Fragments to your magnet

Text by Adolfo Montejo Navas, translated by Nigel Greenwood. Originally published in Lapiz 281/282 2013-2014.

In the biennalised environment of the official artistic events, where the presentation of art is subject to ceremonial conceptualisations and patterns, a proposal like Magnet River, framed in the Curitiba Biennial, celebrated for twenty years in the Brazilian state of Parana, places our perception on alert as everyone knows, the selection of loose works is more and more common; disperse artists and eclectic geographical panoramas to compose these events, although later they pretend to use a type of a storyline to cement it all together. Deep down, the biennials are usually a species of trade fair.

In the case of Magnet River, we have seen another type of experience: a small collective exhibition armed and curated by artists, governed by a conceptual magnet. The different artists united by Juli Susin,1 among which we find “Andy Hope 1930”, Jonathan Meese, Andre Butzer and Véronique Bourgoin, have built an aesthetic archipelago where what joins them is that what separates them, in such way that the exhibition is presented as a sortilege of frontier objects,2 nearly unfinished forms and coded images of a larger diversity than any common denominator that could relate them.3

In spite of this apparent absence of a clear axis, the exhibition has some sotto voce cardinal points, a submerged beam of senses. The title is the first, as it refers to the theme par excellence: time, and even the works united here are nothing else than part of magnetic translation, the material and immaterial alluviums that the affluent drag towards a determined course, that, as Lezama Lima said, are “fragments to your magnet”. The always-elusive substance of time shows here dissimilar effects, as it should be, in concordance with its well-known relativity.4 Recurring to the mimesis of the clock is not necessary – here invoked with two explicit images, and metamorphosed into others – , because there are other resources and artefacts to try measuring or capturing the temporal passage.

Although, one of the most enigmatic works is the image of a clock belonging to Juli Susin, with a period taste, large, black and white, nearly a reference to the humorous cinema of Harold Lloyd, although in this case the hands are phantasmagorical marks, unreal in their movements - like time is in its appearances and disappearances.

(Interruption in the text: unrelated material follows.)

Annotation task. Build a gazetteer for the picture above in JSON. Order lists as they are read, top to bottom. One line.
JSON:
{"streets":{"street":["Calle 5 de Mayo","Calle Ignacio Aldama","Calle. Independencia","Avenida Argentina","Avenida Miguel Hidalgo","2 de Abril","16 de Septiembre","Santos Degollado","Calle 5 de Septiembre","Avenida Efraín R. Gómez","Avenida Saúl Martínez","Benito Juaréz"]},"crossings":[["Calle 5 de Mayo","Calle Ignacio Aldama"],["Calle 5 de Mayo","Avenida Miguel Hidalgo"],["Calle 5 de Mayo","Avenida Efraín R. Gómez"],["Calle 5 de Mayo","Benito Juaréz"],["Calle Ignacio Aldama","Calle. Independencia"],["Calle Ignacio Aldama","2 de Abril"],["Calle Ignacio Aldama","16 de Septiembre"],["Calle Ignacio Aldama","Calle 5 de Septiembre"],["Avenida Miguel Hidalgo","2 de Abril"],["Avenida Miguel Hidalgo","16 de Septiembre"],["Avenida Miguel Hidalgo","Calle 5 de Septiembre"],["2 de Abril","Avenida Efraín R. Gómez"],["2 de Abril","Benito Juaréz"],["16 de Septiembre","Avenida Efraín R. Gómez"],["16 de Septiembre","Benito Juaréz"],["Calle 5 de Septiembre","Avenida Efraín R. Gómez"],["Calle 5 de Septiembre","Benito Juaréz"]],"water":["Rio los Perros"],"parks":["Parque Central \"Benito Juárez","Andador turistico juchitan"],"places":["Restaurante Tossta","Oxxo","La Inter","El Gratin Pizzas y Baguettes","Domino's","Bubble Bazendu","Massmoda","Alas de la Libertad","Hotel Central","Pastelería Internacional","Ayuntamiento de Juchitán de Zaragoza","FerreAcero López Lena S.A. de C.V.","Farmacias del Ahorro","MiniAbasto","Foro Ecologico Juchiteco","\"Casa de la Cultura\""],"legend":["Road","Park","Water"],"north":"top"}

The iconography of this clock places its signs in a disbandment of signs, the hands thrust like arrows (the arrows of time), as if time was temporary due to the mechanism of the artefact What has no dimensions is present here, metaphorically speaking, disturbingly like one of the aesthetic axes of the exhibition, in a more lacerating than friendly way.

Summoning5 is next, another work in synchronisation, with a certain flavour of Max Ernst, to his universe of collage “entre-periods”, at the crossroads between the anthropomorphic and the bestiary. It is a small-scale clock-sculpture with tentacles reaching towards the visitor in an unsettling way. The clock-minotaur of Andy Hope 1930 that is identified with the labyrinth formed by the nature of time is inscribed in a book-box. a Duchampian valise that includes) an edition with preparatory drawings of the metamorphosed clock, the same object to scale and outside of the box, a photographic image of a performance where the real scale of the sculpture is seen. The book, like an architectural structure, includes – or, better said, engulfs – images and imaginary.

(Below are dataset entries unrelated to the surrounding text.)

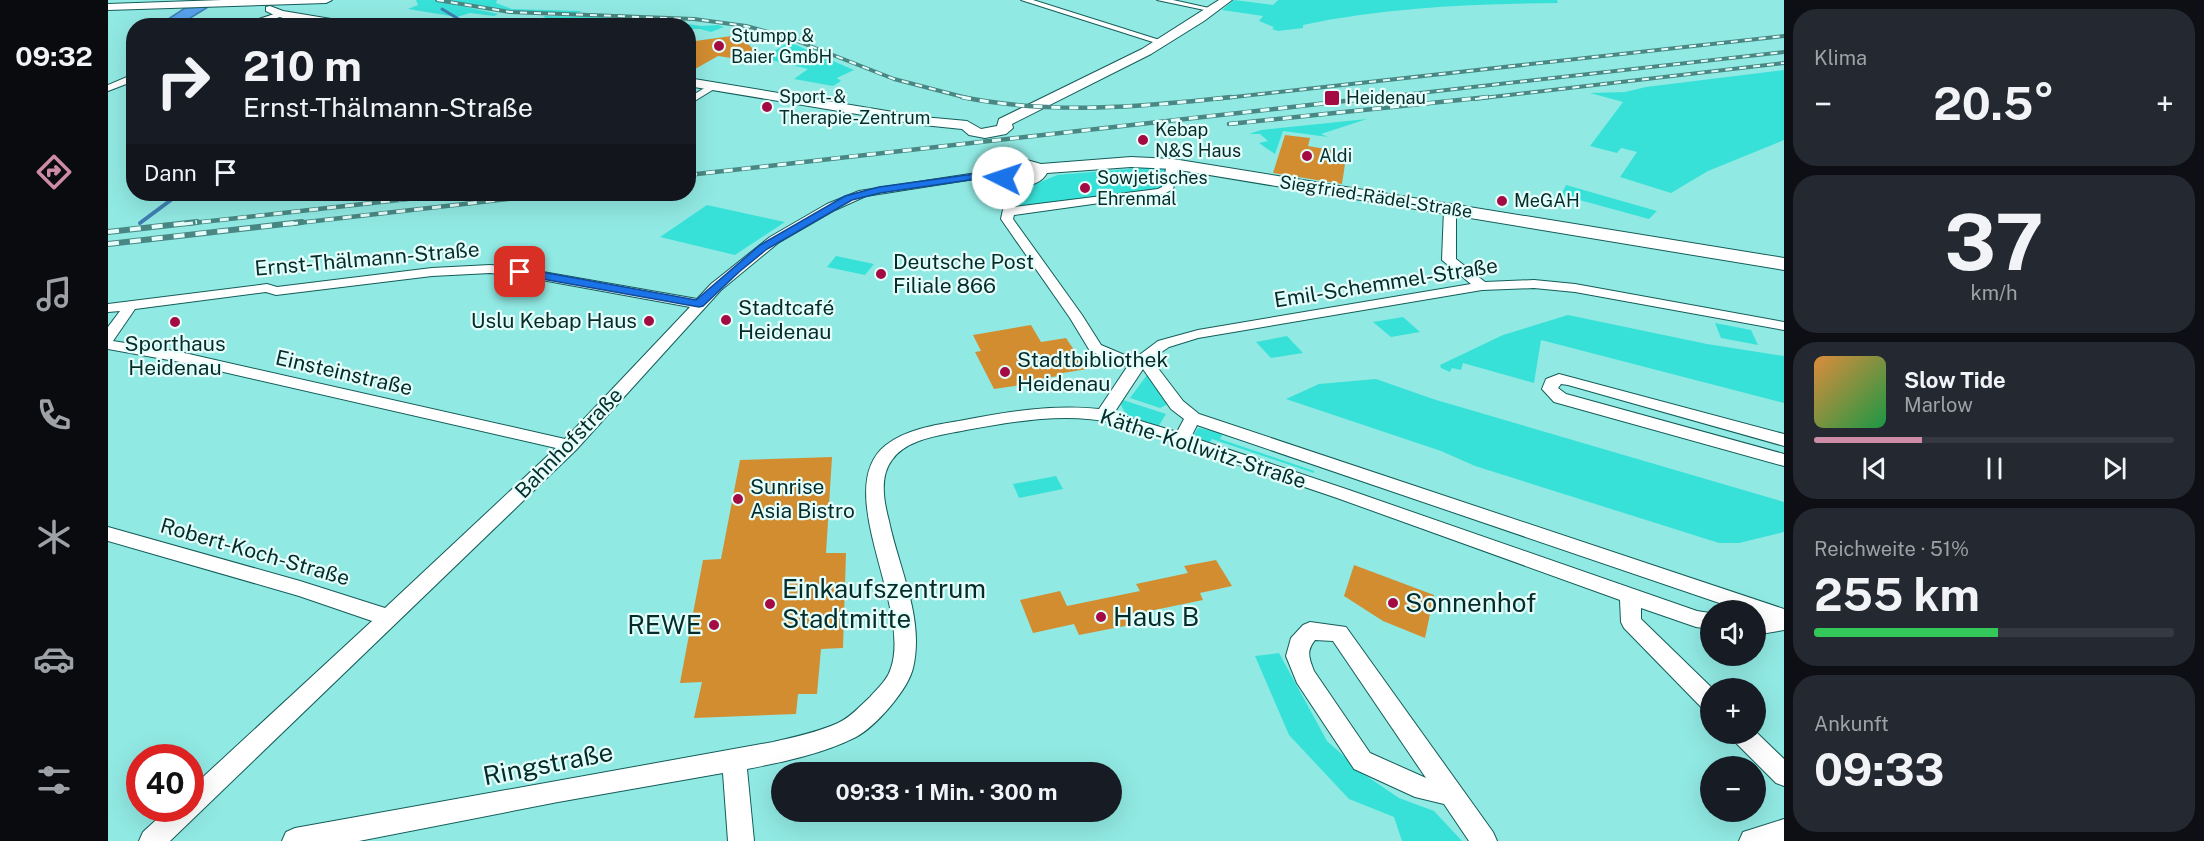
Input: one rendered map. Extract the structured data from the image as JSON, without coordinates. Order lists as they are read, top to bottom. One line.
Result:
{"streets":{"street":["Siegfried-Rädel-Straße","Ernst-Thälmann-Straße","Emil-Schemmel-Straße","Einsteinstraße","Bahnhofstraße","Käthe-Kollwitz-Straße","Robert-Koch-Straße","Ringstraße"]},"crossings":[["Ernst-Thälmann-Straße","Bahnhofstraße"],["Emil-Schemmel-Straße","Käthe-Kollwitz-Straße"],["Einsteinstraße","Bahnhofstraße"],["Bahnhofstraße","Robert-Koch-Straße"],["Käthe-Kollwitz-Straße","Ringstraße"]],"places":{"other":["Stumpp & Baier GmbH","Sport- & Therapie-Zentrum","Kebap N&S Haus","Aldi","Sowjetisches Ehrenmal","MeGAH","Deutsche Post Filiale 866","Stadtcafé Heidenau","Uslu Kebap Haus","Sporthaus Heidenau","Stadtbibliothek Heidenau","Sunrise Asia Bistro","Sonnenhof","Einkaufszentrum Stadtmitte","Haus B","REWE"],"transit":["Heidenau"]},"page":{"tabs":"09:32","tile":["Klima",["37","km/h"],["Reichweite · 51%","255 km"],["Ankunft","09:33"]],"turn":["210 m","Ernst-Thälmann-Straße"],"heat":["−","20.5°","+"],"then":"Dann","song":["Slow Tide","Marlow"],"map_buttons":["+","−"],"limit":"40","trip":"09:33 · 1 Min. · 300 m"}}
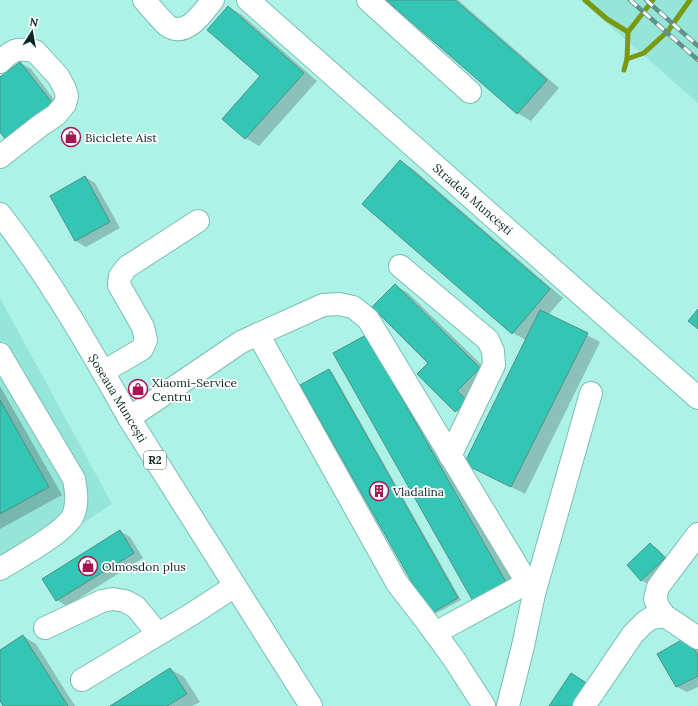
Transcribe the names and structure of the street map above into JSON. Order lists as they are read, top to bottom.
{
  "streets": {
    "street": ["Stradela Muncești", "Șoseaua Muncești", "R2"]
  },
  "places": {
    "shop": ["Biciclete Aist", "Xiaomi-Service Centru", "Olmosdon plus"],
    "building": ["Vladalina"]
  },
  "north": "top"
}
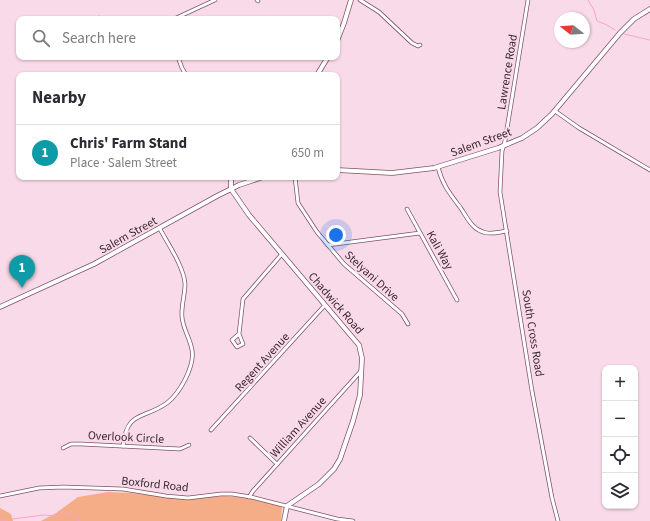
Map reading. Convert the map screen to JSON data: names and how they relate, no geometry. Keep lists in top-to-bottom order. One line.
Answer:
{"streets":{"main road":["Salem Street","Chadwick Road"],"street":["Lawrence Road","Kali Way","Stelyani Drive","South Cross Road","Regent Avenue","William Avenue","Overlook Circle","Boxford Road"]},"crossings":[["Lawrence Road","Salem Street"],["Lawrence Road","South Cross Road"],["Salem Street","Chadwick Road"],["Salem Street","South Cross Road"],["Chadwick Road","Regent Avenue"],["Chadwick Road","William Avenue"],["Chadwick Road","Boxford Road"],["William Avenue","Boxford Road"]],"north":"left","page":{"search":"Search here","heading":"Nearby","list":[{"mark":"1","name":"Chris' Farm Stand","note":"Place · Salem Street","value":"650 m"}],"pins":"1","map_buttons":["+","−"]}}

The first clock I mentioned became independent of time and its servitude, and its sphere with hand-arrows is piercing the space of the sphere, getting out of its circular continuum offering other movements like escape lines. However, if the first is an image in movement, a video inscribed on an object, the second is a phantasmal object, an animated being from a bestiary, surrounded by its edition-box as a theatre scenario, and remitting to a scene from a B series terror film, with its appearance of perverse toy.

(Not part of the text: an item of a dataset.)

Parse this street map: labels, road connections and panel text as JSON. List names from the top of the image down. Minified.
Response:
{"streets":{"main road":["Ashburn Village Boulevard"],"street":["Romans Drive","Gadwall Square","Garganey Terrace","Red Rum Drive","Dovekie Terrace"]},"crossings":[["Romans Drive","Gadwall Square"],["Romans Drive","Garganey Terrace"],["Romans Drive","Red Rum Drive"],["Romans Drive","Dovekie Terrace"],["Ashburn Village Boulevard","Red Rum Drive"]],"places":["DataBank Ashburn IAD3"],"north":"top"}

This work shows that based on an editorial work, in this case, from Royal Book Lodge,6 established by Juli Susin, Yasha Gofman ans Véronique Bourgoin, adjacent artistic strategies could still be invented, and the raw imaginary material of books can be used – either as the book of an artist, as an object or in any conceptual order – as a driving lever for the search of a new range of senses that exceed the initial geographic territory,7 aimed at diverse aspects, sometimes associating books with videos, performances, paintings, drawings, objects or installations.8 This is not usually very common, especially in the biennial field, which are more lineal than what they seem regarding their exhibition proposals. The Magnet River proposal has therefore cultivated, another aesthetic seed, thanks to which the constellation of pieces from different artists can be allied for the configuration of a single piece with collective spirit, that way creating a “rotating” dynamism in which pieces are interpenetrated or are associated, as if they were in a current or immerse in an amniotic liquid- Alternatively, as if they were breathing the same climate, in spite of different artistic temperatures. In fact, there was a certain sensation of fluidity in the air, or liquid fluency: the exhibited frontier objects show associable artists, allowing a certain communion in spite of their disparity - Summarising, together they form a flow that inevitably results in associating to a post-fluxus memory, especially if observed like in this project the world of edition, the diversity of aesthetic proposals and the collective communion were placed in the foreground, without forgetting that certain objective devotion, the humoristic freedom and the diverse origin of the artists, both regarding geography (Germany, Russia and France) as regarding ways of approaching art.9

What was mainly latent in this exhibition is, deep down, the recognition of the articulation of images as important, their synesthesia, although inhabiting a world of entropies. This vision of a group has been its medullar characteristic, and is summarised by the table that occupies the centre of the hall hosting Magnet River in the Oscar Niemeyer Museum (MON)10 of Curitiba. On that table, there was a range of multiform, intriguing graphic editions,11 a pop style cutout sculpture and a video entitled Keramik Fog, another great moment of the exhibition: an animation video by Juli Susin made with a clay mutating representation that never stops at all. The clay character passes through continuous forms, producing visual surprise, all types of images, in an accelerated metamorphic sequence and inside an imaginary realm that includes humour and recalls primitive cinema. Besides the symbolism that indicates the atavistic connection12 of ceramics with the earth, the allusion to our end converted into dust offers a dramatic component – and temporary flavour – not evident at first sight of this work, with its whimsical group of forms and visual coincidences.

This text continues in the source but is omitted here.